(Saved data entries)

______

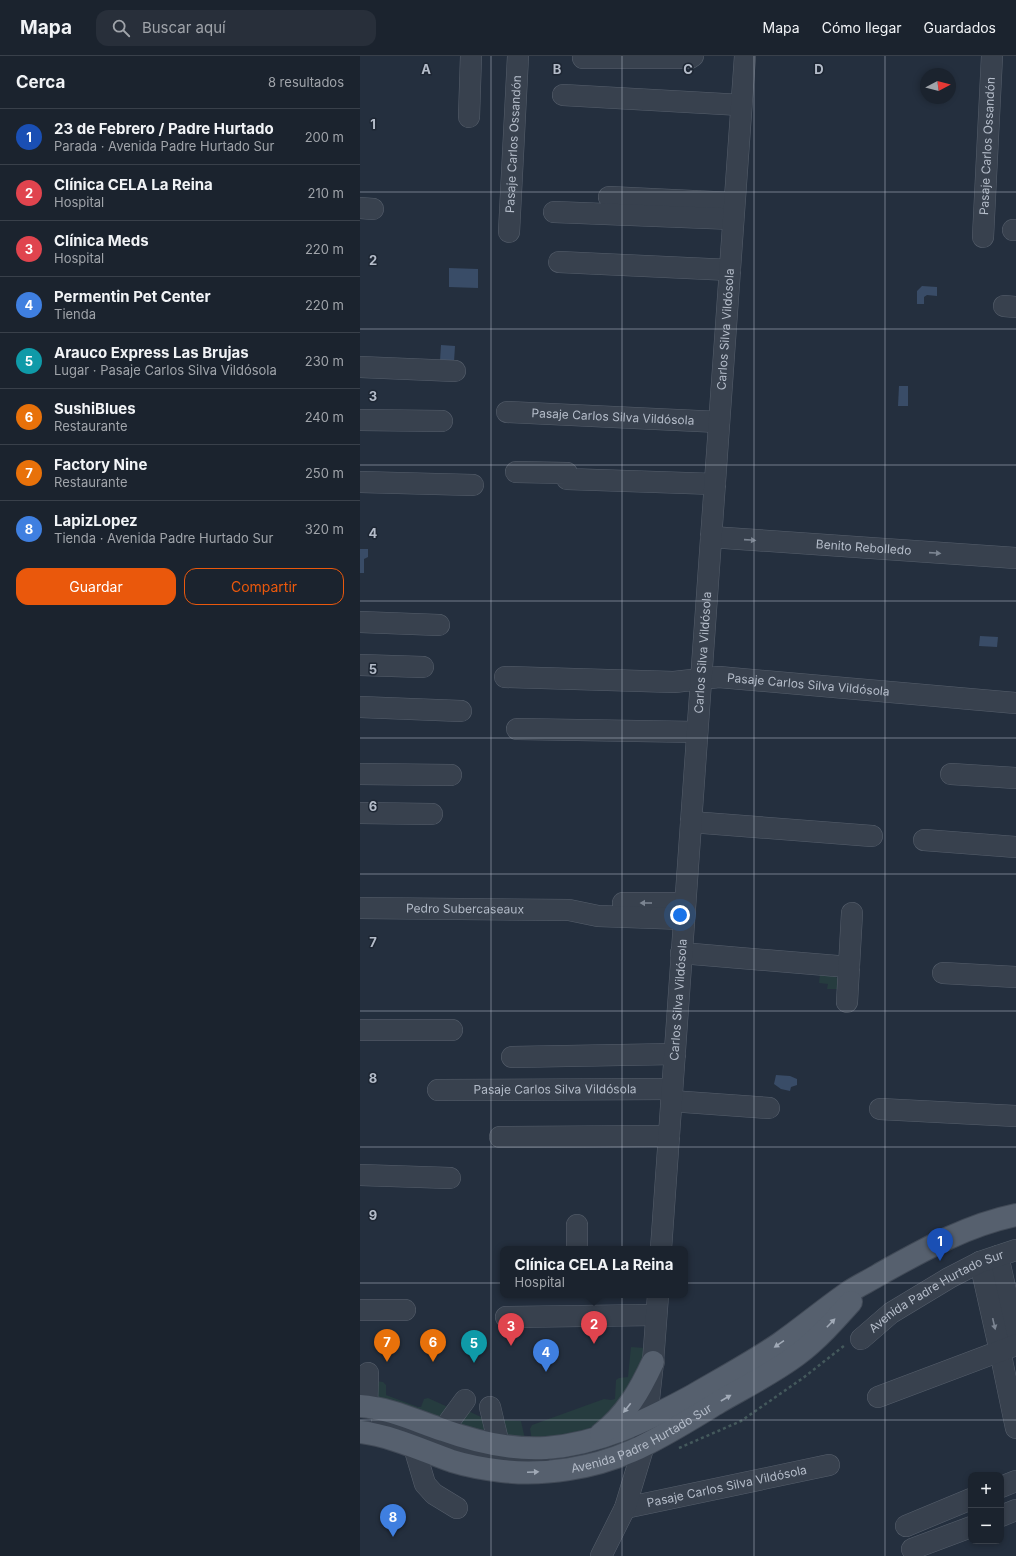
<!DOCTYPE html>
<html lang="es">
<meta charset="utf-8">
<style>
body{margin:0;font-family:Inter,sans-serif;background:#282f3a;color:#f1f3f6}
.controls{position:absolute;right:12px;bottom:12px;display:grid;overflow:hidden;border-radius:8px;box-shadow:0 2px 6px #0003}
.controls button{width:36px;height:36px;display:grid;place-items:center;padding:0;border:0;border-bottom:1px solid #39404a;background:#1b232e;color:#f1f3f6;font:20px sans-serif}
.compass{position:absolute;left:560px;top:12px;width:36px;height:36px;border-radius:50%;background:#1b232e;box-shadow:0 2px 6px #0003;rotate:83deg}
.you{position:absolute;left:320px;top:859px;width:14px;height:14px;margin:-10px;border:3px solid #fff;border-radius:50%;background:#1a73e8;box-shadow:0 0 0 6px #1a73e833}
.badge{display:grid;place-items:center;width:26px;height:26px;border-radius:50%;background:#ea580c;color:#fff;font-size:13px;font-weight:700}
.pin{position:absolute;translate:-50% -33px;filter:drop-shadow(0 1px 2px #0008)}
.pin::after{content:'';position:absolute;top:21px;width:14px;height:12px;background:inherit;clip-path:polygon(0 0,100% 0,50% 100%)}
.popup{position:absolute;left:140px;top:1190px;width:188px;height:52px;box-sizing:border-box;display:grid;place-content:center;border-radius:8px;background:#1b232e;filter:drop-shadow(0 1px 3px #0005);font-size:13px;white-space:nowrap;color:#a0a4aa}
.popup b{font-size:15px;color:#f1f3f6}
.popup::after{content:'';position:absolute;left:50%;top:100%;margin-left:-8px;border:8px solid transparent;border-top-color:#1b232e}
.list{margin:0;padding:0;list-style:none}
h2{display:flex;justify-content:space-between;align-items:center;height:52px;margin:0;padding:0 16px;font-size:17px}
h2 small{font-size:13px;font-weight:400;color:#a0a4aa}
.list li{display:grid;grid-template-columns:26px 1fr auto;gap:12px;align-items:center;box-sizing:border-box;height:56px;padding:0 16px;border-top:1px solid #39404a}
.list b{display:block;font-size:15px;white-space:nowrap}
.list p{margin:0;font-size:13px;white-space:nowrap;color:#a0a4aa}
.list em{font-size:13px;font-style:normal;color:#a0a4aa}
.actions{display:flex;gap:8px;padding:12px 16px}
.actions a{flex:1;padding:9px 0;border:1px solid #ea580c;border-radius:12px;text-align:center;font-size:14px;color:#ea580c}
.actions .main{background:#ea580c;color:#fff}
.icon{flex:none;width:22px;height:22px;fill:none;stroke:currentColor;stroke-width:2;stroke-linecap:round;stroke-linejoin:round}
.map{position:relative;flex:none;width:656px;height:1500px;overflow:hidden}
header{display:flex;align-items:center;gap:24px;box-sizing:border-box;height:56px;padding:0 20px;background:#1b232e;border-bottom:1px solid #39404a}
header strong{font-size:19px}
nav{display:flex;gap:22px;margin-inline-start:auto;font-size:14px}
.search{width:280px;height:36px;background:#282f3a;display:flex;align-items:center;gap:10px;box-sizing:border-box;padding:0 14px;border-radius:12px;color:#a0a4aa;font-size:15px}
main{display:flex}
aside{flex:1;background:#1b232e}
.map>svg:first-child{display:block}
.green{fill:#263c3f}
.water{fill:#394c67}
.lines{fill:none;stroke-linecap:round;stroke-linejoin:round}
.minor-casing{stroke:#565f6c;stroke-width:22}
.major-casing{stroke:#414a57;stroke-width:24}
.path{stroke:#44595c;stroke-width:2.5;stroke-dasharray:3 3;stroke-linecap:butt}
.minor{stroke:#38414e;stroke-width:21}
.major{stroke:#56606e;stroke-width:22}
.oneway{fill:#7c8592}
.oneway2{fill:#a1aab7}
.grid{fill:none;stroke:#b4bcc9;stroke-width:1;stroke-opacity:0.55}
.labels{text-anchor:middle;stroke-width:3;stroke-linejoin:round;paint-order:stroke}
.street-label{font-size:12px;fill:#b4bcc9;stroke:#1d2633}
.grid-label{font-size:13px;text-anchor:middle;font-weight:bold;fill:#b4bcc9;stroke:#1d2633;stroke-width:3;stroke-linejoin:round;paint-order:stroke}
</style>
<header>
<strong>Mapa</strong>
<div class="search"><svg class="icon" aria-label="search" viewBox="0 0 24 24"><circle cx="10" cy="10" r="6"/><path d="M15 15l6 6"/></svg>Buscar aquí</div>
<nav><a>Mapa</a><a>Cómo llegar</a><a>Guardados</a></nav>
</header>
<main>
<aside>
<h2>Cerca<small>8 resultados</small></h2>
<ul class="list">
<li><span class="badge" style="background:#1a4fb4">1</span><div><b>23 de Febrero / Padre Hurtado</b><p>Parada · Avenida Padre Hurtado Sur</p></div><em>200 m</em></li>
<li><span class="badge" style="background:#e0444e">2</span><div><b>Clínica CELA La Reina</b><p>Hospital</p></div><em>210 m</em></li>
<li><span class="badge" style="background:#e0444e">3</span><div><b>Clínica Meds</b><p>Hospital</p></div><em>220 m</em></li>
<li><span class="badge" style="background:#3f7fe0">4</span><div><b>Permentin Pet Center</b><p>Tienda</p></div><em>220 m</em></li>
<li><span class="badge" style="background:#0f9aa8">5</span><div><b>Arauco Express Las Brujas</b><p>Lugar · Pasaje Carlos Silva Vildósola</p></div><em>230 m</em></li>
<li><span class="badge" style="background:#e8710a">6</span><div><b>SushiBlues</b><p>Restaurante</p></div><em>240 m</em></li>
<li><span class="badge" style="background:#e8710a">7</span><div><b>Factory Nine</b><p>Restaurante</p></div><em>250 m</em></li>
<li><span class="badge" style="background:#3f7fe0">8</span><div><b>LapizLopez</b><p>Tienda · Avenida Padre Hurtado Sur</p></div><em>320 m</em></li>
</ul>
<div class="actions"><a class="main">Guardar</a><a>Compartir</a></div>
</aside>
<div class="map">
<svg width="656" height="1500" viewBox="0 0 656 1500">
<rect width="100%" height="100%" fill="#242f3e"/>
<!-- green -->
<g class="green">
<path d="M460,918l15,2 3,3 -1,10h-10l1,-5 -9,-1z"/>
<path d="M271,1291l14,1 -1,11 -6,22 -33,40 -32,14 -41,5 -2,-11 2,-4 72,-26 7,1 4,-1 1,-19 3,-2 9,-1z"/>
<path d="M16,1325l7,1 3,3v10l32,12h3l3,-8 4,-1 22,10 -10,14 -62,-21z"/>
<path d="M106,1354l15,7 5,18 -35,-9z"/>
<path d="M138,1364l23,1 4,18 -21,-1z"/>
</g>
<!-- water -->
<g class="water">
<path d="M89,212l29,1v19l-29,-1z"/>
<path d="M562,230l15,1v9l-10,-1 -3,2v7h-7v-13z"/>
<path d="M81,289l14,1 -1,16 -14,-1z"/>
<path d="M539,330h9v20h-10z"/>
<path d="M0,493h8v8l-4,2v14h-4z"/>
<path d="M620,580l18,1 -1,10 -18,-1z"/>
<path d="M416,1019l14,1 7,3v6l-6,2 -1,4 -9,-2 -7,-5z"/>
</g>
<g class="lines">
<!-- minor casing -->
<g class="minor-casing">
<g id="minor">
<path d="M223,2h107l3,-2"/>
<path d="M203,39l178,10"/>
<path d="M109,61l2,-61"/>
<path d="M249,141l125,6"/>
<path d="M0,152l13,1"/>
<path d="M194,156l179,7"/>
<path d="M653,174h3"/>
<path id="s1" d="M149,176l9,-176"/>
<path id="s2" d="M623,181l9,-181"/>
<path d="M199,206l171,8"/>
<path d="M644,250l12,1"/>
<path d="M0,311l95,4"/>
<path id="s3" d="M147,356l212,10"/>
<path d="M0,364l82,1"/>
<path d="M156,416l51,1v6l148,5"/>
<path d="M0,426l113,3"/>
<path id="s4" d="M351,481l305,21"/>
<path d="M0,566l79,3"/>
<path d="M0,609l63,2"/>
<path id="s5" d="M145,621l169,5 45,-5 297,26"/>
<path d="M0,651l101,4"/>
<path d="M157,673l180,3"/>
<path d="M0,718l91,1"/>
<path d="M591,718l65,4"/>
<path d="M0,757l72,1"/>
<path d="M331,766l181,14"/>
<path d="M564,784l92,7"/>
<path d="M263,847h62"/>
<path id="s6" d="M0,852l209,2 29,6 86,3"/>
<path d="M321,897l168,14"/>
<path d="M583,917l73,4"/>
<path d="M487,946l5,-89"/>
<path d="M0,974h92"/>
<path d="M152,1001l163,-3"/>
<path id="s7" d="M78,1034l234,-1"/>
<path d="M311,1045l98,7"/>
<path d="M520,1053l136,7"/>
<path d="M140,1081l169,-1"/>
<path d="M0,1119l90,3"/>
<path d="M217,1169v24"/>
<path id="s8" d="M301,1193l84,-1193"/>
<path d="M638,1200l18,80"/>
<path d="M620,1206l20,89 16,77"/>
<path d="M0,1254h45"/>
<path d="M146,1261l150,-2"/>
<path id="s9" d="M501,1283l30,-26 58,-35 31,-16 36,-12"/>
<path d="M518,1341l138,-52"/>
<path d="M7,1351l1,-34"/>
<path d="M130,1351l9,38"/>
<path d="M22,1366c52,13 104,48 159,32"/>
<path d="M83,1374l22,-30"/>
<path d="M54,1391l11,37 9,10 23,14"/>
<path d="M641,1431l15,-6"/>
<path id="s10" d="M265,1452l204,-43"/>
<path d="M641,1460l15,-6"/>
<path d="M546,1470l65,-27"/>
<path d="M552,1493l59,-22"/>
<path d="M241,1500l24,-48 19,-63 9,-83 5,-67"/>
</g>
</g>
<!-- major casing -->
<g class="major-casing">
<g id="major">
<path d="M0,1350c29,2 56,15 83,24 33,12 68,20 103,18 53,-4 100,-27 146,-52 29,-17 59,-33 87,-52 23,-16 44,-34 67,-50 11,-8 23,-13 34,-20 43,-24 87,-49 136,-59"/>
<path id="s11" d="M0,1376c32,4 61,18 92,29 16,5 33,8 50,10 43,5 91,-3 130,-20 31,-14 59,-32 87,-49 26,-15 54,-29 78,-47 20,-15 37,-34 54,-53"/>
<path d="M241,1378c25,-19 39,-44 52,-72"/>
</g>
</g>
<!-- path -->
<path class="path" d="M319,1392l62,-27 62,-43 42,-33"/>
<!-- minor -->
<use href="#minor" class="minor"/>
<!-- major -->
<use href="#major" class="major"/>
</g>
<!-- one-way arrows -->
<defs><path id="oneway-solid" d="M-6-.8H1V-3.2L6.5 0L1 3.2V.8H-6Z"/></defs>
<g class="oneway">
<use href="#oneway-solid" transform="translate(390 484) rotate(4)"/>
<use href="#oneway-solid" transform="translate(575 497) rotate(4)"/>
<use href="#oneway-solid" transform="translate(286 847) rotate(-180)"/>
<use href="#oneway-solid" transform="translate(634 1268) rotate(77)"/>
</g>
<g class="oneway2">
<use href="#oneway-solid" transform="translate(471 1267) rotate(-46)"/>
<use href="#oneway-solid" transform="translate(419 1288) rotate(146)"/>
<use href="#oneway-solid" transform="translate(366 1342) rotate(-30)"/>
<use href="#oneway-solid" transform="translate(267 1352) rotate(128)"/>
<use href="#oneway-solid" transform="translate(173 1416) rotate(-3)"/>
</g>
<!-- grid -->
<path class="grid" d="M131,0v1500M262,0v1500M394,0v1500M525,0v1500M0,136h656M0,273h656M0,409h656M0,545h656M0,682h656M0,818h656M0,955h656M0,1091h656M0,1227h656M0,1364h656"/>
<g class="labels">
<!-- street labels -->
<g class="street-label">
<text dy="4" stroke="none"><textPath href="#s1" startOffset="88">Pasaje Carlos Ossandón</textPath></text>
<text dy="4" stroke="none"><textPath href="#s2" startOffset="91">Pasaje Carlos Ossandón</textPath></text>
<text dy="4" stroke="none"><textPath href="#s8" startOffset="922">Carlos Silva Vildósola</textPath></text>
<text dy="4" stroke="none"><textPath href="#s3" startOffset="106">Pasaje Carlos Silva Vildósola</textPath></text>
<text dy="4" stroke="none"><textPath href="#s4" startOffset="153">Benito Rebolledo</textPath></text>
<text dy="4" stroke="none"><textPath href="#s8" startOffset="598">Carlos Silva Vildósola</textPath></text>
<text dy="4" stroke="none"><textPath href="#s5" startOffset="304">Pasaje Carlos Silva Vildósola</textPath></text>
<text dy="4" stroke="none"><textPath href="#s6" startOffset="105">Pedro Subercaseaux</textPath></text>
<text dy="4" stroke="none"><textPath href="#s8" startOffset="250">Carlos Silva Vildósola</textPath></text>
<text dy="4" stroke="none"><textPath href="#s7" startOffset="117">Pasaje Carlos Silva Vildósola</textPath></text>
<text dy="4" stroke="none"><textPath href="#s9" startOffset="90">Avenida Padre Hurtado Sur</textPath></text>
<text dy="4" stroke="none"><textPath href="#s11" startOffset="294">Avenida Padre Hurtado Sur</textPath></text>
<text dy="4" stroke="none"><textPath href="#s10" startOffset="104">Pasaje Carlos Silva Vildósola</textPath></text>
</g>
</g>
<g class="grid-label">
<text x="66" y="18">A</text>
<text x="197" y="18">B</text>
<text x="328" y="18">C</text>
<text x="459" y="18">D</text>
<text x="13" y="73">1</text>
<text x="13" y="209">2</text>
<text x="13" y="345">3</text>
<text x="13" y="482">4</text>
<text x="13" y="618">5</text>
<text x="13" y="755">6</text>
<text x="13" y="891">7</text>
<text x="13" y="1027">8</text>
<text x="13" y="1164">9</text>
</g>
</svg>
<div class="controls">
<button>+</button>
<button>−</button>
</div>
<svg class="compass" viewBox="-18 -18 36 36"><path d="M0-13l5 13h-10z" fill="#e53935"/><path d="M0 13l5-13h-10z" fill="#a0a4aa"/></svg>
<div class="you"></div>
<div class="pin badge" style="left:580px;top:1205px;background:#1a4fb4">1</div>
<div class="pin badge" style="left:234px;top:1288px;background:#e0444e">2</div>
<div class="popup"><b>Clínica CELA La Reina</b>Hospital</div>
<div class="pin badge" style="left:151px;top:1290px;background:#e0444e">3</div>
<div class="pin badge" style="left:186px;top:1316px;background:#3f7fe0">4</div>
<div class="pin badge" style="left:114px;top:1307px;background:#0f9aa8">5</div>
<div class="pin badge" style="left:73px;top:1306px;background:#e8710a">6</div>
<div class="pin badge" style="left:27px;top:1306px;background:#e8710a">7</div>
<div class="pin badge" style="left:33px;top:1481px;background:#3f7fe0">8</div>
</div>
</main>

______

Each line of the records that contains the string "after" must be copied.

== Response area ==
.pin::after{content:'';position:absolute;top:21px;width:14px;height:12px;background:inherit;clip-path:polygon(0 0,100% 0,50% 100%)}
.popup::after{content:'';position:absolute;left:50%;top:100%;margin-left:-8px;border:8px solid transparent;border-top-color:#1b232e}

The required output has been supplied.